Dr. Koch, der Prokurist der Stadtwerke Lünen, führte am 8.4.15 Gerold Mehrmann, Christoph Weitz (Vorstände des Fördervereins des Badeparks) sowie den ehemaligen 3. Beigeordneten der Gemeinde Haßloch, Franz-Josef Jochem, 3 Stunden lang durch die Anlage und erläutert die Konzeption des Bades.

Statt der Sanierung von 4 in die Jahre gekommenen Bädern entschieden sich die Verantwortlichen der 85.000 Einwohner-Stadt Lünen für den Neubau einer Anlage nach dem aktuellen Stand der Technik. Drei Prinzipien waren leitend: das Minimumprinzip, Prozessoptimierung und der Einsatz Erneuerbarer Energien. Minimumprinzip heißt: Konsequent den Familien, Schulen und Vereinen eine Schwimmsportstätte zu bieten mit 5 Becken: einem Schwimmerbecken mit zwei Sprungbrettern (1m und 3m Höhe), einem Becken mit Hub für Gymnastik und Behindertensport, einem Warm- und Erholungsbecken mit kleiner Rutsche, einem Kleinkinderbecken sowie einem Sportbecken mit Zeitmessung. Umgekehrt werden auf eine Cafeteria, einen Saunabereich, auf Heißwasser-außenbecken und große Rutschanlagen verzichtet. Die Planer dieses Bades weigerten sich konsequent, Wellnessbedürfnisse einer kleinen zahlungskräftigen Schicht der Bevölkerung zu befriedigen, da dies hohe Energiekosten mit sich bringt.

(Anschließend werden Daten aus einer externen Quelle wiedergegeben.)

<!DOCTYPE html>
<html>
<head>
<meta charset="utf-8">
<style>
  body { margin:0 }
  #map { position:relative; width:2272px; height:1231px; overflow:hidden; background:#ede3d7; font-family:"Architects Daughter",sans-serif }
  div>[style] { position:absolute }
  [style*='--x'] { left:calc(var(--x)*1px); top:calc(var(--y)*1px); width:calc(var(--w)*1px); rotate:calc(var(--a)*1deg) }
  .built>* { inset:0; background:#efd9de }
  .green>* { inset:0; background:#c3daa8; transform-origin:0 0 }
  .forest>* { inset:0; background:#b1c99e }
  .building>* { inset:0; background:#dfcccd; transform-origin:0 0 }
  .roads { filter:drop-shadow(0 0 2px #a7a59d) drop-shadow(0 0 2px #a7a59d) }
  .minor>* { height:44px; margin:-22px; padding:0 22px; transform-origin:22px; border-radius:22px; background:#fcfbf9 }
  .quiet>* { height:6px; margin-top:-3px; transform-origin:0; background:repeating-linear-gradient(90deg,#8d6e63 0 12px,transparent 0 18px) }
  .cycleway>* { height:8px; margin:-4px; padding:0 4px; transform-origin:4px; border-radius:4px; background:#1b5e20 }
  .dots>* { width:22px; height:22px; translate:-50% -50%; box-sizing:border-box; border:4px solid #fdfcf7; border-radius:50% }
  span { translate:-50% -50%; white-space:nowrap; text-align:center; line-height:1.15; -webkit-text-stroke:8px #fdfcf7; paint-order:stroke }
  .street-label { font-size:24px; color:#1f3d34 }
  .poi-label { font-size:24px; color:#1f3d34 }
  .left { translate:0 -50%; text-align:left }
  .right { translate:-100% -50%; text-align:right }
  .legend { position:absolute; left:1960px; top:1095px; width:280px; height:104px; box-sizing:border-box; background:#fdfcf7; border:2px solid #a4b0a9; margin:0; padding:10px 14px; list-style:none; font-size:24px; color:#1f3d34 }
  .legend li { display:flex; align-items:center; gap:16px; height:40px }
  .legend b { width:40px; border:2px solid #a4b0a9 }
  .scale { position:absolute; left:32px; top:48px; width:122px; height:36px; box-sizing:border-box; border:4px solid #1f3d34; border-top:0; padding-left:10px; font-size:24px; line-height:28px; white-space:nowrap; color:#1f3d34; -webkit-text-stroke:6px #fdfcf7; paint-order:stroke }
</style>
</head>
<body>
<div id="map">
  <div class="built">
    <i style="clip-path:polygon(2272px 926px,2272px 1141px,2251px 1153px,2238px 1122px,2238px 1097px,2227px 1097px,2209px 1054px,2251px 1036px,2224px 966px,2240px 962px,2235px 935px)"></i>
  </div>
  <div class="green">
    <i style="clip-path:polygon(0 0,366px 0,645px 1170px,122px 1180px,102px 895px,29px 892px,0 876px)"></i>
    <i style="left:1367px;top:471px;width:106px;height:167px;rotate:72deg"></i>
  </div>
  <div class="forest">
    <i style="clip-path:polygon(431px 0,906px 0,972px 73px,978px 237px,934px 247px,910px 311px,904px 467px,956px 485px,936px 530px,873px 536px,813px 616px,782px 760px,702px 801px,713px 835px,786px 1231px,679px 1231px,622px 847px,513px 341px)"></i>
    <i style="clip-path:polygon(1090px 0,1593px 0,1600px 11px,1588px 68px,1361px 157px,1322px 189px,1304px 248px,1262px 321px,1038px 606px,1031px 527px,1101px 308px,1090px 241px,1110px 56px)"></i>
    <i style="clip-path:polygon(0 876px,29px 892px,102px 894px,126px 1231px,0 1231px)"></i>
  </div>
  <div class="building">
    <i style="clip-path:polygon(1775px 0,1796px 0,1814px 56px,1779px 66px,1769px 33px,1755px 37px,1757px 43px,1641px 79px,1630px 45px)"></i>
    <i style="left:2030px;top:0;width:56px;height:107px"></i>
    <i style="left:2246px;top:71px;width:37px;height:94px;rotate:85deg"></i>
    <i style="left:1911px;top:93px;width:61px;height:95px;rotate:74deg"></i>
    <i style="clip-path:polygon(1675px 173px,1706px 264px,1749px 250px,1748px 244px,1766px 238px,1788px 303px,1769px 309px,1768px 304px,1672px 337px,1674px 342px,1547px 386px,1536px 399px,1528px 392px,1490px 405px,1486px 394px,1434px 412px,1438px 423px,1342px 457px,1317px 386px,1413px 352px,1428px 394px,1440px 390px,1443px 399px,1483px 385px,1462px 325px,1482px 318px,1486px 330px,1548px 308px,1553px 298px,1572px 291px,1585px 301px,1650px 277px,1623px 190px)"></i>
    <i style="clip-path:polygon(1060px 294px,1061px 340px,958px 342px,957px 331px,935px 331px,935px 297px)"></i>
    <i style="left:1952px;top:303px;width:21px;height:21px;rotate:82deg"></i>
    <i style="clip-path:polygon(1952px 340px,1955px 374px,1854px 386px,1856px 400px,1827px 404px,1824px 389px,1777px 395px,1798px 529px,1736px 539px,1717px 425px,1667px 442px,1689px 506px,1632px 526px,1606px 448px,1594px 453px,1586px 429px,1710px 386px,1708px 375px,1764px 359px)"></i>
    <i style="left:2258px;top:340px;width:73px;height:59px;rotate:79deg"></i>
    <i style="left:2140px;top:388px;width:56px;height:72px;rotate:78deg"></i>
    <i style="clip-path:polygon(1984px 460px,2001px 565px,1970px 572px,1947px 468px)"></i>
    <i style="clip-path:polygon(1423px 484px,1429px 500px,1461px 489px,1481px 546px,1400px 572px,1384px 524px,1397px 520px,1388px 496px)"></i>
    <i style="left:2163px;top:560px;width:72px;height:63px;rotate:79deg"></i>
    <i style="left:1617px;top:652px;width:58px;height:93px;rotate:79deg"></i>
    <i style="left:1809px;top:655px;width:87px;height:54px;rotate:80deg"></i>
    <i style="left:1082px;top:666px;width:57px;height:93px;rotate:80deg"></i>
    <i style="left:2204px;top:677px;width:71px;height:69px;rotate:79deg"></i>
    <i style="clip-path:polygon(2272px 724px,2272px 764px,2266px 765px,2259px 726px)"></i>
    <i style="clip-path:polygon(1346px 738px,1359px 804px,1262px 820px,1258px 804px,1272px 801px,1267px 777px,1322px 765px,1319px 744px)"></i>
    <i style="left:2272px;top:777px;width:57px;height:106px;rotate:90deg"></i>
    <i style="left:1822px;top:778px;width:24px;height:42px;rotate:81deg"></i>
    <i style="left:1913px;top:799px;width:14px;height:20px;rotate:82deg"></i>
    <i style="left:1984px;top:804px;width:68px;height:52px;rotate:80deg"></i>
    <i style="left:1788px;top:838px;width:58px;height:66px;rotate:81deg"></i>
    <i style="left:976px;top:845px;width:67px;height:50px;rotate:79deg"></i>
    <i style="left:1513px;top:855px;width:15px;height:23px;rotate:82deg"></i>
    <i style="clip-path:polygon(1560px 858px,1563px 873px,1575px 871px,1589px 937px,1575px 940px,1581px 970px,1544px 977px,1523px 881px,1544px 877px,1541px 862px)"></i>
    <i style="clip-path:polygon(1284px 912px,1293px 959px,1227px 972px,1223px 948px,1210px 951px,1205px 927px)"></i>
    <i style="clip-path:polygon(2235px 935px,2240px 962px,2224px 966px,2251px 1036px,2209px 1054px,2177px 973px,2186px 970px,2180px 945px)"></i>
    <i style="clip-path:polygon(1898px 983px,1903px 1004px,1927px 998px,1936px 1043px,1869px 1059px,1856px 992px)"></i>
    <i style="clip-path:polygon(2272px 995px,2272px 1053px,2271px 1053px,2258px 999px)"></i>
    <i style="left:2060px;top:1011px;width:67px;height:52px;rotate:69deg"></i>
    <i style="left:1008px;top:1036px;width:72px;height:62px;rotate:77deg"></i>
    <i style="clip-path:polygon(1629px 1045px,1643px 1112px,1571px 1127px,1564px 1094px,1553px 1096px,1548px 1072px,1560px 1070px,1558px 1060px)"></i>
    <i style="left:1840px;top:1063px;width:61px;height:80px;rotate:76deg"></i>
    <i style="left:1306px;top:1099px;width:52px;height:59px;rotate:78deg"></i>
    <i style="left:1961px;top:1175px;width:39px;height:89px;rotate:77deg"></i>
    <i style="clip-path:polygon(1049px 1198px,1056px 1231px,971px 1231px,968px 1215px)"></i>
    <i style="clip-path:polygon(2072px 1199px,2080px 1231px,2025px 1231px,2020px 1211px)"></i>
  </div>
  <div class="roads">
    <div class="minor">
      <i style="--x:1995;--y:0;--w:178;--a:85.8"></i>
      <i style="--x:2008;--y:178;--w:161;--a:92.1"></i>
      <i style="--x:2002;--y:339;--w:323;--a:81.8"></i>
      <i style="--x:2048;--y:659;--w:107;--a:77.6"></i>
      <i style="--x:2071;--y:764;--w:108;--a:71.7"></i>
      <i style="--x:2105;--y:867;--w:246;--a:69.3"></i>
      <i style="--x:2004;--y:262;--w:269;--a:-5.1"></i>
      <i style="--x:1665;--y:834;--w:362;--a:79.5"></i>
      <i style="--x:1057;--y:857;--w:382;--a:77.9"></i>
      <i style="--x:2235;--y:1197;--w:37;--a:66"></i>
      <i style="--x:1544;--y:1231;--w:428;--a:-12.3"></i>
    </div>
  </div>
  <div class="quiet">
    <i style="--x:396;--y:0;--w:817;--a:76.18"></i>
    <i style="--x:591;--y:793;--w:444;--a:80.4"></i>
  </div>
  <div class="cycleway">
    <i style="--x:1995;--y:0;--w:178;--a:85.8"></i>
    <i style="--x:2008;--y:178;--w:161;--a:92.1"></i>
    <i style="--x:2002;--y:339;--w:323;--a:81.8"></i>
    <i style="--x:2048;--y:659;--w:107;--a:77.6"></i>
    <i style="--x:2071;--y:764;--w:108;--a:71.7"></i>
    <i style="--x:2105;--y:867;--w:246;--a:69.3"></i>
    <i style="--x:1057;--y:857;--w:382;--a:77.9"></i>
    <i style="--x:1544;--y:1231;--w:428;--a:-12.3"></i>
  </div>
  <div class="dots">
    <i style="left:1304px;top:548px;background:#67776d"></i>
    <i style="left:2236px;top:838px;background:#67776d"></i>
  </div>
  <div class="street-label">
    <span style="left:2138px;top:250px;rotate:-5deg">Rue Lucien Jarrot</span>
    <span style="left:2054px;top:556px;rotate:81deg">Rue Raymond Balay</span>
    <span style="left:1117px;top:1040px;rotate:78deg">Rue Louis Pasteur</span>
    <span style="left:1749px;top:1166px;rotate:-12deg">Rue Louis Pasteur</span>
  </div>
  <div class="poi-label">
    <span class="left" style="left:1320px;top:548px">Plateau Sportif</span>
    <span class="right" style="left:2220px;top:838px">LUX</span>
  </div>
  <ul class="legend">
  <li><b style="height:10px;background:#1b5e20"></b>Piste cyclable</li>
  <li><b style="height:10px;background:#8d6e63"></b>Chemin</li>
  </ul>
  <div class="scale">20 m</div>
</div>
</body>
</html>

Das Planungsteam eines Bades müsse konsequent übertriebenen Träumen der Politiker entgegentreten, die sich nicht rechneten. Allen könne man es nicht recht machen, so Koch.

Nur das Notwendige realisieren heißt im Detail beispielsweise, von Trennwänden und montierten Sitzen im Duschbereich abzusehen, was zudem die Reinigungskosten senke.

Betritt man den Innenbereich, fallen große schräge Fenster mit schönem Blick auf umliegende Grünanlagen, einer schmucken älteren Häuserzeile sowie einer ansehnlichen neogotischen Kirche auf. Diese sorgen aber auch dafür, dass die Badehallen – wegen Geräuschentwicklung voneinander getrennt – von Tageslicht erhellt sind, was elektrische Beleuchtung tagsüber erübrigt. Für dunkle Tageszeiten wurde diese durch Hinzuziehen einer Lichtdesignerin ansprechend gestaltet. Weiterhin empfindet der Besucher die Akkustik in den Hallen als ausgesprochen angenehm, die durch schräge Wände und eine schräge, hellbraune und hochwertige Holzdecke bewirkt wird.
Großer Wert wurde auf die Barrierefreiheit aller Bereiche der Anlage gelegt, sodass diese Behinderten leicht zugänglich sind.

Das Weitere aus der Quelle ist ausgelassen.